25. Which of the following types of protection are available in DoS policy?

A. Session Limit, Port Scanning, Host Swapping, UDP Flood

B. Session Limit, SYN Flood, Host Swapping, UDP Flood

C. Session Limit, SYN Flood, Port Scanning, Host Swapping

D. Session Limit, SYN Flood, UDP Flood

D

26. To reduce the amount of URL logs generated you can configure:

A. The following CLI command: “set system url-log-length 256

B. A URL Filtering Profile with “Log container page only” enabled

C. A URL Filtering Profile with “Dynamic URL Filtering” enable

D. A URL Filtering Profile with the block list set to “Alert”

B


27. When creating a custom vulnerability profile and selecting “Block IP” as the action, how long will the IP

address be blocked?

A. Configurable from one second to one hour

B. Configurable from one second to two hours

C. Two Hours

D. One Hours

A

28. To properly configure DOS protection to limit the number of sessions individually from specific source

IPs you would configure a DOS Protection rule with the following characteristics:

A. Action: Deny, Aggregate Profile with “Resources Protection” configured

B. Action: Protect, Clasified Profile with “Resources Protection” configured, and Classified Address with

“source-ip-only” configured

C. Action: Protect, Aggregate Profile with “Resources Protection” configured

D. Action: Deny, Classified Profile with “Resources Protection” configured, and Classified Address with

“source-ip-only” configured

B

29. A local/enterprise PKI system is required to deploy outbound forward proxy SSL decryption

capabilities.

A. True

B. False

B

30. When Network Address Translation has been performed on traffic, Destination Zones in Security rules

should be based on:

A. Post-NAT address

B. the same zones used in the NAT rules

C. Pre-NAT Address

D. None of the above

A

31. Which of the following fields is not available in DoS policy?

A. Application

B. Service

C. Destination Zone

D. Source Zone

A

32. When a user logs in via Captive Portal, their user information is checked against:

A. Radius

B. Kerberos

C. Local database

D. Active Directory

A

33. Which of the following is not defined or assigned as part of the security rules?

A. NAT rules

B. Applications

C. Security profiles

D. File Blocking profile

A


34. Which one of the options describes the sequence of the GlobalProtect agent connecting to a Gateway?

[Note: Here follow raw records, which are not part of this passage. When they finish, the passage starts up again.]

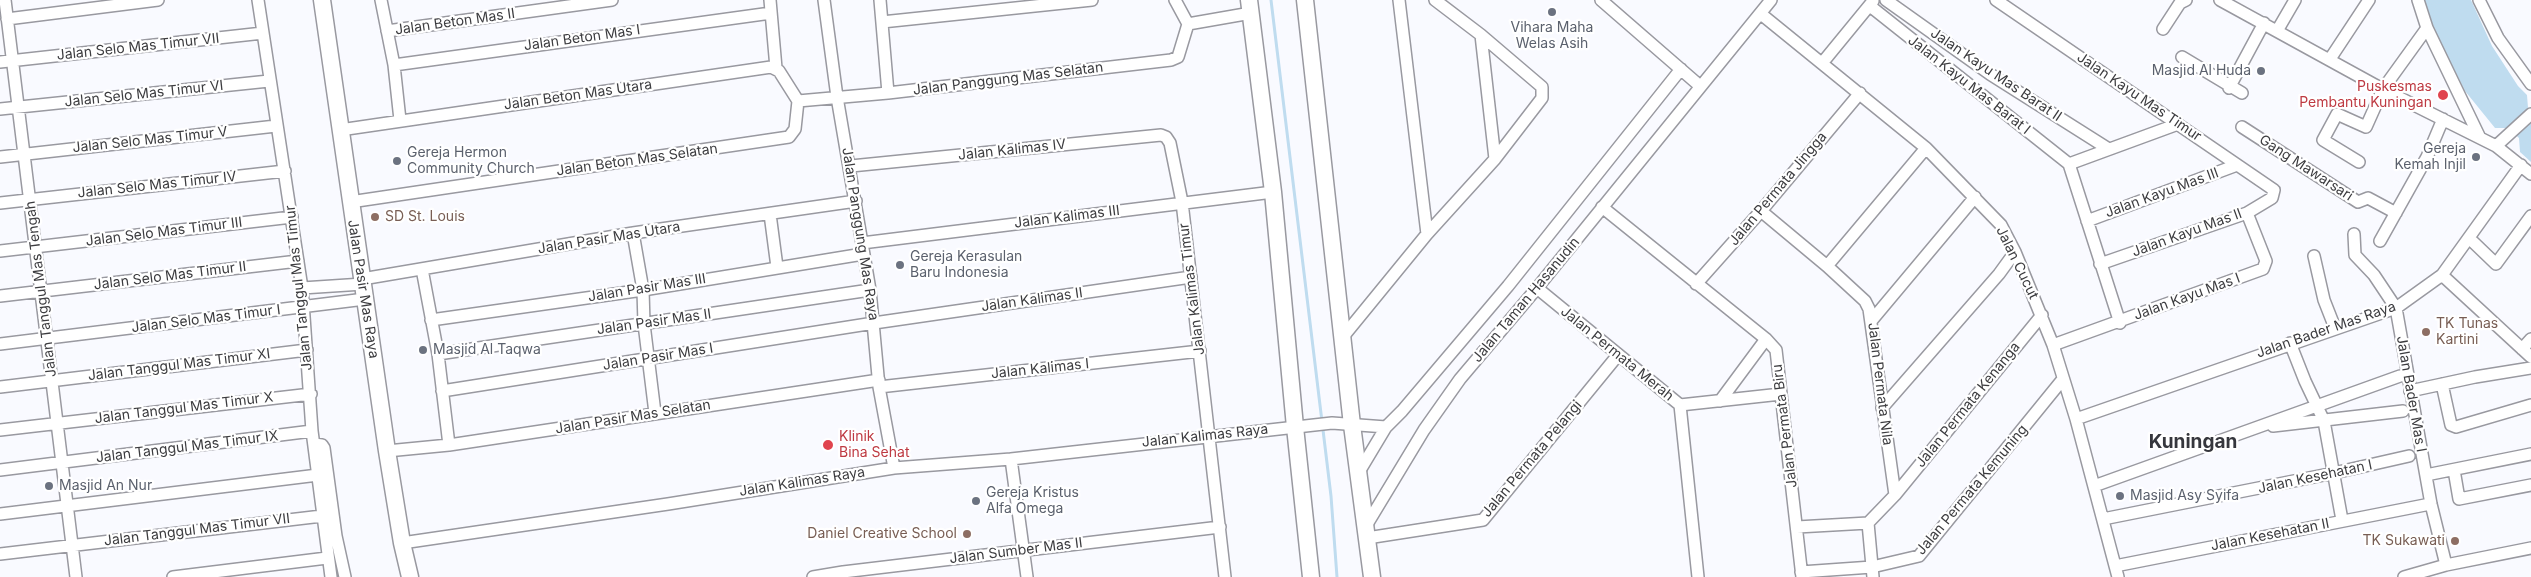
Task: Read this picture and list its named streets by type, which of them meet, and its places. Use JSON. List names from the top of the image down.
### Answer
{
  "streets": {
    "street": [
      "Jalan Beton Mas II",
      "Jalan Beton Mas I",
      "Jalan Selo Mas Timur VII",
      "Jalan Kayu Mas Barat II",
      "Jalan Panggung Mas Selatan",
      "Jalan Kayu Mas Barat I",
      "Jalan Selo Mas Timur VI",
      "Jalan Beton Mas Utara",
      "Jalan Kayu Mas Timur",
      "Jalan Selo Mas Timur V",
      "Jalan Kalimas IV",
      "Jalan Beton Mas Selatan",
      "Gang Mawarsari",
      "Jalan Selo Mas Timur IV",
      "Jalan Permata Jingga",
      "Jalan Kayu Mas III",
      "Jalan Kalimas III",
      "Jalan Selo Mas Timur III",
      "Jalan Kayu Mas II",
      "Jalan Panggung Mas Raya",
      "Jalan Pasir Mas Utara",
      "Jalan Cucut",
      "Jalan Selo Mas Timur II",
      "Jalan Tanggul Mas Timur",
      "Jalan Pasir Mas III",
      "Jalan Tanggul Mas Tengah",
      "Jalan Pasir Mas Raya",
      "Jalan Kalimas Timur",
      "Jalan Kayu Mas I",
      "Jalan Kalimas II",
      "Jalan Taman Hasanudin",
      "Jalan Selo Mas Timur I",
      "Jalan Pasir Mas II",
      "Jalan Bader Mas Raya",
      "Jalan Permata Merah",
      "Jalan Pasir Mas I",
      "Jalan Tanggul Mas Timur XI",
      "Jalan Kalimas I",
      "Jalan Permata Nila",
      "Jalan Bader Mas I",
      "Jalan Permata Kenanga",
      "Jalan Tanggul Mas Timur X",
      "Jalan Pasir Mas Selatan",
      "Jalan Permata Biru",
      "Jalan Kalimas Raya",
      "Jalan Tanggul Mas Timur IX",
      "Jalan Permata Pelangi",
      "Jalan Kesehatan I",
      "Jalan Permata Kemuning",
      "Jalan Tanggul Mas Timur VII",
      "Jalan Kesehatan II",
      "Jalan Sumber Mas II"
    ]
  },
  "crossings": [
    ["Jalan Selo Mas Timur VII", "Jalan Tanggul Mas Timur"],
    ["Jalan Selo Mas Timur VII", "Jalan Tanggul Mas Tengah"],
    ["Jalan Panggung Mas Selatan", "Jalan Panggung Mas Raya"],
    ["Jalan Selo Mas Timur VI", "Jalan Tanggul Mas Timur"],
    ["Jalan Selo Mas Timur VI", "Jalan Tanggul Mas Tengah"],
    ["Jalan Beton Mas Utara", "Jalan Pasir Mas Raya"],
    ["Jalan Kayu Mas Timur", "Jalan Kayu Mas III"],
    ["Jalan Kayu Mas Timur", "Jalan Kayu Mas II"],
    ["Jalan Selo Mas Timur V", "Jalan Tanggul Mas Timur"],
    ["Jalan Selo Mas Timur V", "Jalan Tanggul Mas Tengah"],
    ["Jalan Kalimas IV", "Jalan Panggung Mas Raya"],
    ["Jalan Kalimas IV", "Jalan Kalimas Timur"],
    ["Jalan Beton Mas Selatan", "Jalan Pasir Mas Raya"],
    ["Jalan Selo Mas Timur IV", "Jalan Tanggul Mas Timur"],
    ["Jalan Selo Mas Timur IV", "Jalan Tanggul Mas Tengah"],
    ["Jalan Permata Jingga", "Jalan Cucut"],
    ["Jalan Permata Jingga", "Jalan Permata Nila"],
    ["Jalan Permata Jingga", "Jalan Permata Biru"],
    ["Jalan Kalimas III", "Jalan Panggung Mas Raya"],
    ["Jalan Kalimas III", "Jalan Pasir Mas III"],
    ["Jalan Kalimas III", "Jalan Kalimas Timur"],
    ["Jalan Selo Mas Timur III", "Jalan Tanggul Mas Timur"],
    ["Jalan Selo Mas Timur III", "Jalan Tanggul Mas Tengah"],
    ["Jalan Kayu Mas II", "Jalan Kayu Mas I"],
    ["Jalan Panggung Mas Raya", "Jalan Pasir Mas Utara"],
    ["Jalan Panggung Mas Raya", "Jalan Pasir Mas III"],
    ["Jalan Panggung Mas Raya", "Jalan Kalimas II"],
    ["Jalan Panggung Mas Raya", "Jalan Pasir Mas II"],
    ["Jalan Panggung Mas Raya", "Jalan Pasir Mas I"],
    ["Jalan Panggung Mas Raya", "Jalan Kalimas I"],
    ["Jalan Panggung Mas Raya", "Jalan Pasir Mas Selatan"],
    ["Jalan Panggung Mas Raya", "Jalan Kalimas Raya"],
    ["Jalan Pasir Mas Utara", "Jalan Pasir Mas Raya"],
    ["Jalan Pasir Mas Utara", "Jalan Selo Mas Timur I"],
    ["Jalan Cucut", "Jalan Kayu Mas I"],
    ["Jalan Cucut", "Jalan Taman Hasanudin"],
    ["Jalan Cucut", "Jalan Bader Mas Raya"],
    ["Jalan Cucut", "Jalan Permata Kenanga"],
    ["Jalan Cucut", "Jalan Kesehatan I"],
    ["Jalan Cucut", "Jalan Permata Kemuning"],
    ["Jalan Cucut", "Jalan Kesehatan II"],
    ["Jalan Selo Mas Timur II", "Jalan Tanggul Mas Timur"],
    ["Jalan Selo Mas Timur II", "Jalan Tanggul Mas Tengah"],
    ["Jalan Tanggul Mas Timur", "Jalan Selo Mas Timur I"],
    ["Jalan Tanggul Mas Timur", "Jalan Tanggul Mas Timur XI"],
    ["Jalan Tanggul Mas Timur", "Jalan Tanggul Mas Timur X"],
    ["Jalan Tanggul Mas Timur", "Jalan Tanggul Mas Timur IX"],
    ["Jalan Tanggul Mas Timur", "Jalan Tanggul Mas Timur VII"],
    ["Jalan Tanggul Mas Tengah", "Jalan Selo Mas Timur I"],
    ["Jalan Tanggul Mas Tengah", "Jalan Tanggul Mas Timur XI"],
    ["Jalan Tanggul Mas Tengah", "Jalan Tanggul Mas Timur X"],
    ["Jalan Tanggul Mas Tengah", "Jalan Tanggul Mas Timur IX"],
    ["Jalan Tanggul Mas Tengah", "Jalan Tanggul Mas Timur VII"],
    ["Jalan Pasir Mas Raya", "Jalan Selo Mas Timur I"],
    ["Jalan Pasir Mas Raya", "Jalan Pasir Mas Selatan"],
    ["Jalan Pasir Mas Raya", "Jalan Kalimas Raya"],
    ["Jalan Kalimas Timur", "Jalan Kalimas II"],
    ["Jalan Kalimas Timur", "Jalan Kalimas I"],
    ["Jalan Kalimas Timur", "Jalan Kalimas Raya"],
    ["Jalan Kalimas Timur", "Jalan Sumber Mas II"],
    ["Jalan Kalimas II", "Jalan Pasir Mas I"],
    ["Jalan Taman Hasanudin", "Jalan Permata Merah"],
    ["Jalan Taman Hasanudin", "Jalan Permata Biru"],
    ["Jalan Taman Hasanudin", "Jalan Kalimas Raya"],
    ["Jalan Taman Hasanudin", "Jalan Permata Pelangi"],
    ["Jalan Bader Mas Raya", "Jalan Bader Mas I"],
    ["Jalan Permata Merah", "Jalan Permata Pelangi"],
    ["Jalan Kalimas I", "Jalan Pasir Mas Selatan"],
    ["Jalan Permata Nila", "Jalan Permata Kenanga"],
    ["Jalan Permata Biru", "Jalan Permata Kemuning"]
  ],
  "districts": ["Kuningan"],
  "places": [
    "Vihara Maha Welas Asih",
    "Masjid Al Huda",
    "Puskesmas Pembantu Kuningan",
    "Gereja Kemah Injil",
    "Gereja Hermon Community Church",
    "SD St. Louis",
    "Gereja Kerasulan Baru Indonesia",
    "TK Tunas Kartini",
    "Masjid Al Taqwa",
    "Klinik Bina Sehat",
    "Masjid An Nur",
    "Masjid Asy Syifa",
    "Gereja Kristus Alfa Omega",
    "Daniel Creative School",
    "TK Sukawati"
  ]
}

A. The agent connect to the portal, obtains a list of the Gateways, and connects to the Gateway with the

fastest SSL connect time

B. The agent connects to the portal and randomly establishes connect to the first available Gateway

C. The agent connects to the portal, obtains a list of the Gateways, and connects to the Gateway with the

fastest PING response time

D. The agent connects to the closet Gateway and send the HIP report to the portal

A

35. With SSH decryption enabled, X-Window forwarding will be identified as:

A. ssh-tunnel

B. rdp

C. xwindow

D. ssh

A

36. Users can be authenticated serially to multiple authentication servers by configuring:

A. A custom Administrator Profile

B. Authentication Profile

C. Authentication Sequence

D. Multiple RADIUS Servers sharing a VSA configuration

C

37. Which of the following are necessary components of a GlobalProtect solution?

A. GlobalProtect NetConnect, GlobalProtect Agent, GlobalProtect Portal, Globalprotect Server

B. GlobalProtect Gateway, GlobalProtect Agent, GlobalProtect Server

C. GlobalProtect Gateway, GlobalProtect netConnect, GlobalProtect Agent, GlobalProtect Portal,

GlobalProtect Server

D. GlobalProtect Gateway, GlobalProtect Agent, GlobalProtect Portal

D

38. To allow the PAN device to resolve internal and external DNS host names for reporting and for security

policy, an administrator can do the following:

A. Create a DNS Proxy Object with a default DNS Server for external resolution and a DNS server for

internal domain. Then, in the device settings, select the proxy object as the Primary DNS and create a

custom security rule which references that object for

B. In the device setting define internal hosts via a static list.

C. Create a DNS Proxy Object with a default DNS Server for external resolution and a DNS server for

internal domain. Then, in the device settings, point to this proxy object for DNS resolution.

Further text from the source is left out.